Thursday 9 April 2015

CAC2014: Toxic (Part 8) [Last Part]

Isn't it funny how light illuminates the darkness? Darkness always gets defeated.
From that day on, there was nothing but light in my life. I started to focus on me. For the first time, I cared about what I needed instead of making other people feel good about themself. I wanted to be happy. I felt I deserved it after everything I've been through. At that point, I really didn't care about other people's problem because I felt that after all this time, nobody really cared about mine either. People would call because they wanted something, not to ask how I was. That hurt for a long time, but I realized that all I needed was me. If I know who I am, know what I deserve, love myself, then I can get through anything and everything.
I turned to the one who never leaves, who loves me: MUSIC. Then, I found him. My other half, who understood me, who wanted to know me, who cared about me, about who I really was and what I'm really about. An angel sent from heaven, sent to me by God. He saved and changed my life in every way possible. We lifted each other up. He became my best friend.

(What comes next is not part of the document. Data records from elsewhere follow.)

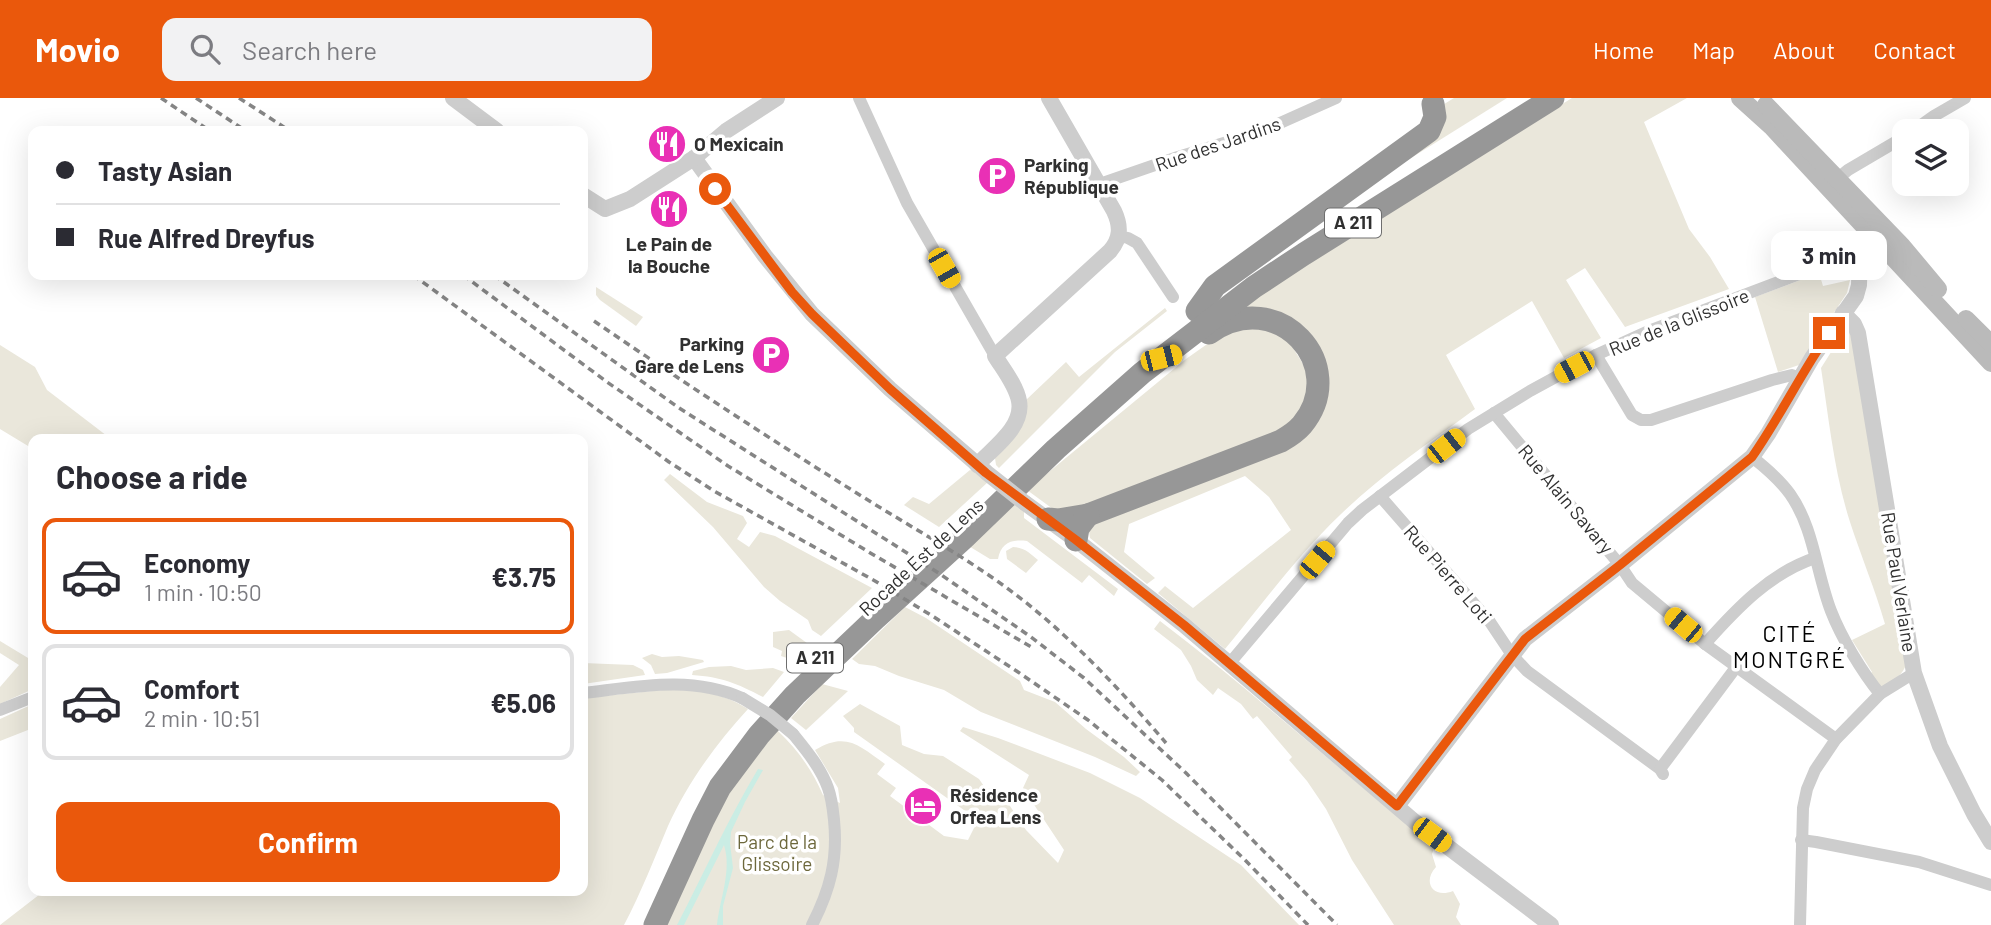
<!DOCTYPE html>
<meta charset="utf-8">
<style>
:root{--surface:#fff;--page:#f2f2f3;--text:#2b2b33;--muted:#7c7c81;--line:#e1e1e2;--accent:#ea580c}
body{margin:0;font-family:Barlow,sans-serif;background:var(--page);color:var(--text);height:100vh;display:flex;flex-direction:column;font-size:26px;white-space:nowrap}
*{box-sizing:border-box;margin:0}
p{font-size:23px;color:var(--muted)}
.icon{flex:none;width:38px;height:38px;fill:none;stroke:currentColor;stroke-width:2;stroke-linecap:round;stroke-linejoin:round}
.map{position:relative;flex:1;overflow:hidden}
.drawer{position:absolute;left:28px;top:336px;width:560px;height:462px;display:flex;flex-direction:column;background:var(--surface);border-radius:14px;box-shadow:0 7px 28px #0002}
.drawer>*{flex:none}
.hud{position:absolute;left:28px;top:28px;width:560px;height:154px;border-radius:14px;box-shadow:0 7px 28px #0002;display:grid;align-content:center;height:154px;padding:0 28px;background:var(--surface)}
.controls{position:absolute;left:1892px;top:21px;display:grid;gap:14px}
.controls a{display:grid;place-items:center;width:77px;height:77px;border-radius:14px;background:var(--surface);box-shadow:0 7px 28px #0002;font-size:35px}
.end{position:absolute;width:32px;height:32px;margin:-16px;border:9px solid #ea580c;background:#fff;box-shadow:0 0 0 4px #fff}
.from{border-radius:50%}
.bubble{position:absolute;height:49px;border-radius:14px;background:var(--surface);box-shadow:0 7px 28px #0002;font-size:23px;font-weight:700;line-height:49px;text-align:center}
.car{position:absolute;width:21px;height:42px;margin:-21px -10px;border-radius:9px;box-shadow:0 0 5px 2px #0007;background:linear-gradient(#f5c518 24%,#345 0 40%,#f5c518 0 76%,#345 0 86%,#f5c518 0)}
.hud b{display:flex;align-items:center;gap:24px;height:66px;font-size:26px}
.hud b+b{border-top:2px solid var(--line)}
.hud i{width:18px;height:18px;background:var(--text)}
ul{padding:0;list-style:none}
li{display:flex;align-items:center;gap:21px;height:116px;margin:0 14px 10px;padding:0 14px;border:4px solid var(--line);border-radius:14px}
li div{flex:1}
li b{display:block;font-size:26px}
li em{font-style:normal;font-weight:700}
li.on{border-color:var(--accent)}
li>.icon{width:63px;height:63px;stroke-width:1.5}
h2{padding:0 28px;font-size:32px;line-height:84px}
.action{display:flex;gap:14px;margin-top:auto;padding:14px 28px}
.action a{flex:1;height:80px;border-radius:14px;background:var(--accent);color:#fff;font-size:28px;font-weight:700;line-height:80px;text-align:center}
header{display:flex;align-items:center;gap:42px;box-sizing:border-box;height:98px;padding:0 35px;background:var(--accent);color:#fff}
header strong{font-size:33px}
nav{display:flex;gap:38px;margin-inline-start:auto;font-size:24px}
.search{width:490px;height:63px;background:var(--page);display:flex;align-items:center;gap:18px;box-sizing:border-box;padding:0 24px;border-radius:14px;color:var(--muted);font-size:26px}
.map>svg:first-child{display:block}
.green{fill:#eae7db}
.water{fill:#caede4}
.lines{fill:none;stroke-linecap:round;stroke-linejoin:round}
.minor{stroke:#cdcdcd;stroke-width:12}
.tertiary{stroke:#cdcdcd;stroke-width:16}
.secondary{stroke:#bababa;stroke-width:18}
.motorway{stroke:#979797;stroke-width:23}
.rail{stroke:#858585;stroke-width:3.5;stroke-dasharray:7 5;stroke-linecap:butt}
.minor-bridge{stroke:#cdcdcd;stroke-width:12}
.tertiary-bridge{stroke:#cdcdcd;stroke-width:16}
.route{stroke:#ea580c;stroke-width:9}
.labels{text-anchor:middle;stroke-width:7;stroke-linejoin:round;paint-order:stroke}
.shield{fill:#fff;stroke:#6e6e6e;stroke-width:2}
.shield-label{font-size:18px;font-weight:bold;fill:#303030}
.poi-label{font-size:19px;font-weight:bold;fill:#303030;stroke:#fff;text-anchor:start}
.street-label{font-size:19px;fill:#303030;stroke:#fff}
.park-label{font-size:19px;fill:#6d683c;stroke:#fff}
.quarter-label{font-size:23px;letter-spacing:2px;fill:#000;stroke:#fff}
</style>
<header>
<strong>Movio</strong>
<div class="search"><svg class="icon" aria-label="search" viewBox="0 0 24 24"><circle cx="10" cy="10" r="6"/><path d="M15 15l6 6"/></svg>Search here</div>
<nav><a>Home</a><a>Map</a><a>About</a><a>Contact</a></nav>
</header>
<div class="map">
<svg width="1991" height="827" viewBox="0 0 1991 827">
<rect width="100%" height="100%" fill="#fff"/>
<g class="green">
<path d="M1454,0H1507L1379,80L1441,8Z"/>
<path d="M1572,0H1687L1644,24L1689,131L1710,159L1729,191L1625,229L1585,170L1566,182L1601,240L1564,260L1532,203L1446,257L1475,311C1429,345 1381,377 1340,417C1298,457 1262,506 1225,551L1158,495L1165,488L1193,510L1291,432L1269,399L1245,378L1129,426L1124,454L1155,480L1147,486L1090,440L1089,434L1091,427L1278,349L1321,271L1244,211L1265,193L1367,127Z"/>
<path d="M1819,175L1823,188L1850,182L1847,195L1799,267L1778,274L1755,199Z"/>
<path d="M596,189L643,219L636,228L600,202L596,197Z"/>
<path d="M1165,210L1167,213L1115,254L999,370L996,367L995,360L1026,302L1066,264L1079,279Z"/>
<path d="M1248,228L1285,237L1308,274L1307,309L1289,330L1086,412L1057,414L1027,392L1186,261L1220,237Z"/>
<path d="M1845,232L1856,239L1907,564C1903,578 1893,583 1881,589L1870,576L1872,574L1852,542L1885,526C1875,491 1861,458 1850,424C1834,374 1829,322 1821,270Z"/>
<path d="M0,247L35,269L47,292L111,341H33V351L0,331Z"/>
<path d="M970,372L977,375L988,384L939,429L904,407L913,399L929,406Z"/>
<path d="M670,376L707,404L743,418L747,425L737,441L749,449L760,434L775,438L872,490L821,538L812,532L808,522L780,503L764,489L713,429L664,382Z"/>
<path d="M1013,404L1024,413V420L1118,491L1114,498L1089,477L1082,485L1027,443C1011,441 1001,445 998,461H990L967,447Z"/>
<path d="M1013,449C1024,449 1031,456 1038,462L1026,475L1007,461L1006,453Z"/>
<path d="M905,509L926,520L1020,583L1024,592L1055,604L1086,631L1124,659L1140,674L1136,678L1095,659L981,614L944,592L899,578L875,568L859,566L852,561Z"/>
<path d="M1160,523C1254,594 1341,675 1435,747L1432,756L1436,769C1422,784 1433,801 1453,793L1460,806L1456,819L1461,827H1394L1352,762L1326,711L1307,683L1289,662L1292,659L1257,618L1253,621L1241,606L1218,590L1213,597L1197,582L1191,568L1181,552L1154,531Z"/>
<path d="M789,532L811,548L796,563L781,558L782,553L773,549V534Z"/>
<path d="M0,543L33,563V591L0,606V589L19,567L0,555Z"/>
<path d="M652,556L662,559L679,558L703,562L704,564L667,575L655,576L651,567L642,560Z"/>
<path d="M583,565L633,567L643,572L645,577L583,586Z"/>
<path d="M731,568L746,572L773,570L784,574L763,599C736,585 722,579 692,577L693,573L709,569Z"/>
<path d="M822,586L848,593L806,632L791,620Z"/>
<path d="M672,591C700,593 724,595 748,611C716,646 688,684 668,728C654,761 641,795 624,827H0L44,793H583V600Z"/>
<path d="M33,606V630L0,643V621Z"/>
<path d="M860,606L900,628L902,647L924,656L943,658L979,681L986,691L998,690L1026,732L1058,765L1064,752L1023,690L1029,677L960,633L963,629L998,640L1090,675L1140,700L1241,767L1299,827H665L725,700L746,668L778,633C798,652 812,672 823,697L840,705L838,690L815,652C846,633 860,648 885,666L877,676L896,690L890,698L944,738L968,742L978,722L854,634V630L843,618Z"/>
</g>
<path class="water" d="M758,671L763,672L745,704L731,734L730,745L733,770L723,808V827H717C720,800 732,773 724,747L684,827H677C704,775 728,721 758,671Z"/>
<g class="lines">
<g class="minor">
<path d="M859,0L907,105L995,258"/>
<path d="M1913,33L1934,18L1965,0"/>
<path d="M1831,86L1848,72L1904,39"/>
<path d="M1097,87L1178,59L1260,34L1336,0"/>
<path d="M1119,138L1128,140L1137,145L1173,199"/>
<path d="M1596,257L1632,317L1641,322H1651L1772,282L1792,277L1800,280"/>
<path d="M1494,315L1620,467L1632,485L1705,546L1836,641"/>
<path d="M1752,359C1766,370 1780,382 1790,396C1814,430 1816,474 1831,513C1841,539 1862,574 1880,596"/>
<path d="M1380,398L1490,524L1512,557L1527,573L1660,671L1663,676"/>
<path d="M1705,546C1736,511 1770,475 1815,460"/>
<path d="M1229,566L1348,425L1362,412L1468,331L1530,293L1596,257L1651,232L1797,177L1848,154L1860,151"/>
<path d="M583,595C636,589 691,577 742,600"/>
<path d="M0,612L33,599"/>
<path d="M793,636C806,652 821,670 828,690C832,701 833,712 834,722C838,762 830,792 812,827"/>
<path d="M1660,671L1737,568"/>
<path d="M1801,742L1816,744L1919,764L1991,787"/>
<path d="M1800,827L1803,710L1807,691L1815,672L1836,641L1880,596L1914,575"/>
</g>
<g class="tertiary">
<path d="M453,0L497,33"/>
<path d="M694,60L765,158L812,216L890,291L985,373"/>
<path d="M583,97L605,111L630,101L694,60L726,33L777,0"/>
<path d="M1843,215L1854,226L1858,235L1914,575L1940,648L1974,716L1991,744"/>
<path d="M977,367C993,350 1024,329 1019,303C1016,287 1003,271 995,258L1110,153C1121,140 1121,128 1114,113L1049,0"/>
<path d="M1025,405L1076,442L1184,527L1415,724L1551,827"/>
<path d="M1397,708L1525,541L1620,467L1752,359L1768,336L1812,260L1856,198L1859,187L1860,151L1883,131"/>
</g>
<g class="secondary">
<path d="M1740,0L1771,28L1991,265"/>
<path d="M1766,7L1902,148L1938,191"/>
<path d="M1966,221L1991,246"/>
</g>
<g class="motorway">
<path d="M1197,213L1215,188L1429,33L1435,19L1433,6"/>
<path d="M1048,421L1058,422L1088,417L1281,343C1288,339 1296,334 1302,327C1351,268 1278,186 1209,235"/>
<path d="M1076,442L1078,430L1088,417"/>
<path d="M655,827L703,722L720,689L759,637L795,597L876,520L964,440L1056,351L1142,275L1254,189L1304,156L1553,0"/>
</g>
<g class="rail">
<path d="M161,0L210,33"/>
<path d="M196,0L246,33"/>
<path d="M239,0L290,33"/>
<path d="M413,177L669,364L714,393L875,483L934,519L1018,574L1088,622L1162,682L1245,762L1308,827"/>
<path d="M463,177L607,284L728,368L872,456L1033,550"/>
<path d="M494,177L679,310L940,476L1031,539L1084,580L1186,675L1337,827"/>
<path d="M594,223C680,282 767,339 855,394C912,430 972,462 1024,503C1077,545 1123,595 1166,645"/>
</g>
<path class="minor-bridge" d="M742,600L770,617L793,636"/>
<path class="tertiary-bridge" d="M987,375L1025,405"/>
</g>
<g class="lines">
<path class="route" d="M715,91L792,194L812,216L890,291L986,375L1076,442L1184,527L1397,708L1525,541L1620,467L1752,359C1780,319 1801,275 1829,235"/>
</g>
<defs>
<g id="restaurant-disc" transform="scale(2.0125)"><circle r="9.5" fill="#e930b5" stroke="#fff"/><path d="M-5-6h1v4h1v-4h1v4h1v-4h1v5L-1.5 .5V6h-2V.5L-5-1ZM5-6V6H3V1.5H1.5Q1.5-4 5-6Z" fill="#fff"/></g>
<g id="parking-disc" transform="scale(2.0125)"><circle r="9.5" fill="#e930b5" stroke="#fff"/><path d="M-3.5-5.5H1a3.5 3.5 0 0 1 0 7H-1V5.5H-3.5ZM-1-3.4V-.6H.8a1.4 1.4 0 0 0 0-2.8Z" fill="#fff"/></g>
<g id="hotel-disc" transform="scale(2.0125)"><circle r="9.5" fill="#e930b5" stroke="#fff"/><path d="M-6-4.5h1.5V1H6V5H4.5V3h-9V5H-6ZM-4 0a1.8 1.8 0 1 1 3.6 0ZM.5 0V-2.5h3Q6-2.5 6 0Z" fill="#fff"/></g>
</defs>
<g fill-rule="evenodd">
<use href="#restaurant-disc" x="667" y="46"/>
<use href="#parking-disc" x="997" y="78"/>
<use href="#restaurant-disc" x="669" y="111"/>
<use href="#parking-disc" x="771" y="257"/>
<use href="#hotel-disc" x="923" y="708"/>
</g>
<g class="labels">
<g class="shield">
<rect x="1325" y="110.5" width="56" height="29" rx="5"/>
<rect x="787" y="545.5" width="56" height="29" rx="5"/>
</g>
<g class="shield-label">
<text x="1353" y="131">A 211</text>
<text x="815" y="566">A 211</text>
</g>
<g class="poi-label">
<text x="694" y="53">O Mexicain</text>
<text x="1024" y="74">Parking<tspan x="1024" dy="22">République</tspan></text>
<text x="669" y="153" text-anchor="middle">Le Pain de<tspan x="669" dy="22">la Bouche</tspan></text>
<text x="744" y="253" text-anchor="end">Parking<tspan x="744" dy="22">Gare de Lens</tspan></text>
<text x="950" y="704">Résidence<tspan x="950" dy="22">Orfea Lens</tspan></text>
</g>
<g class="street-label">
<text transform="translate(1218 46) rotate(-19)" y="7">Rue des Jardins</text>
<text transform="translate(1679 224) rotate(-22)" y="7">Rue de la Glissoire</text>
<text transform="translate(1566 401) rotate(50)" y="7">Rue Alain Savary</text>
<text transform="translate(921 459) rotate(-43)" y="7">Rocade Est de Lens</text>
<text transform="translate(1448 476) rotate(49)" y="7">Rue Pierre Loti</text>
<text transform="translate(1899 484) rotate(81)" y="7">Rue Paul Verlaine</text>
</g>
<g class="park-label">
<text x="777" y="751">Parc de la<tspan x="777" dy="22">Glissoire</tspan></text>
</g>
<g class="quarter-label">
<text x="1790" y="544">CITÉ<tspan x="1790" dy="26">MONTGRÉ</tspan></text>
</g>
</g>
</svg>
<div class="controls">
<a><svg class="icon" aria-label="layers" viewBox="0 0 24 24"><path d="M12 4l9 5-9 5-9-5zM3 14l9 5 9-5"/></svg></a>
</div>
<i class="end from" style="left:715px;top:91px"></i>
<i class="end" style="left:1829px;top:235px"></i>
<div class="bubble" style="left:1771px;top:133px;width:116px">3 min</div>
<i class="car" style="left:944px;top:170px;rotate:150deg"></i>
<i class="car" style="left:1161px;top:260px;rotate:76deg"></i>
<i class="car" style="left:1574px;top:269px;rotate:242deg"></i>
<i class="car" style="left:1446px;top:348px;rotate:52deg"></i>
<i class="car" style="left:1317px;top:462px;rotate:40deg"></i>
<i class="car" style="left:1683px;top:527px;rotate:310deg"></i>
<i class="car" style="left:1432px;top:737px;rotate:127deg"></i>
<div class="hud">
<b><i class="from"></i>Tasty Asian</b>
<b><i></i>Rue Alfred Dreyfus</b>
</div>
<section class="drawer">
<h2>Choose a ride</h2>
<ul>
<li class="on"><svg class="icon" aria-label="car" viewBox="0 0 24 24"><path d="M5 17H2v-5l4-1 3-4h7l3 4 3 1v5h-3M9 17h6M6 11h13"/><circle cx="7" cy="17" r="2"/><circle cx="17" cy="17" r="2"/></svg><div><b>Economy</b><p>1 min · 10:50</p></div><em>€3.75</em></li>
<li><svg class="icon" aria-label="car" viewBox="0 0 24 24"><path d="M5 17H2v-5l4-1 3-4h7l3 4 3 1v5h-3M9 17h6M6 11h13"/><circle cx="7" cy="17" r="2"/><circle cx="17" cy="17" r="2"/></svg><div><b>Comfort</b><p>2 min · 10:51</p></div><em>€5.06</em></li>
</ul>
<div class="action"><a>Confirm</a></div>
</section>
</div>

What have I learned? To always move forward and never look back. I've come far. I don't want to turn back now. The past is the past. That door is closed. I never want to open it, but it did make me who I am, it's a part of me. I am thankful, because I don't think I would be as strong as I am today. Now I know what I want and I am full of hope. I honestly believe that 2015 will be my year and I'm sure it will be full of surprises!

Thursday 2 April 2015

CAC2014: Toxic (Part 7)

He did come back. I just couldn't take it anymore. But he made me weak with one touch, one kiss, one hug. We made love over and over again. We were filled with undying desire. He made me feel electric. Our hearts burned together as one. He needed me as much as I needed him. I loved him more than life, but if this is what true love is supposed to look like, then I would rather hang myself. I couldn't live with a broken heart..I'd die either way...

The day came when I said no. I had to do it for me. I needed to take back what belonged to me. I started with my soul that he stole. It got to the point where there was nothing he could say to make me feel better, to make me believe him or to keep hope alive. Every word felt like a slap on the face, every touch felt like a stab in the heart. It was toxic, addictive. He was my addiction, my drug, my angel who was the devil himself.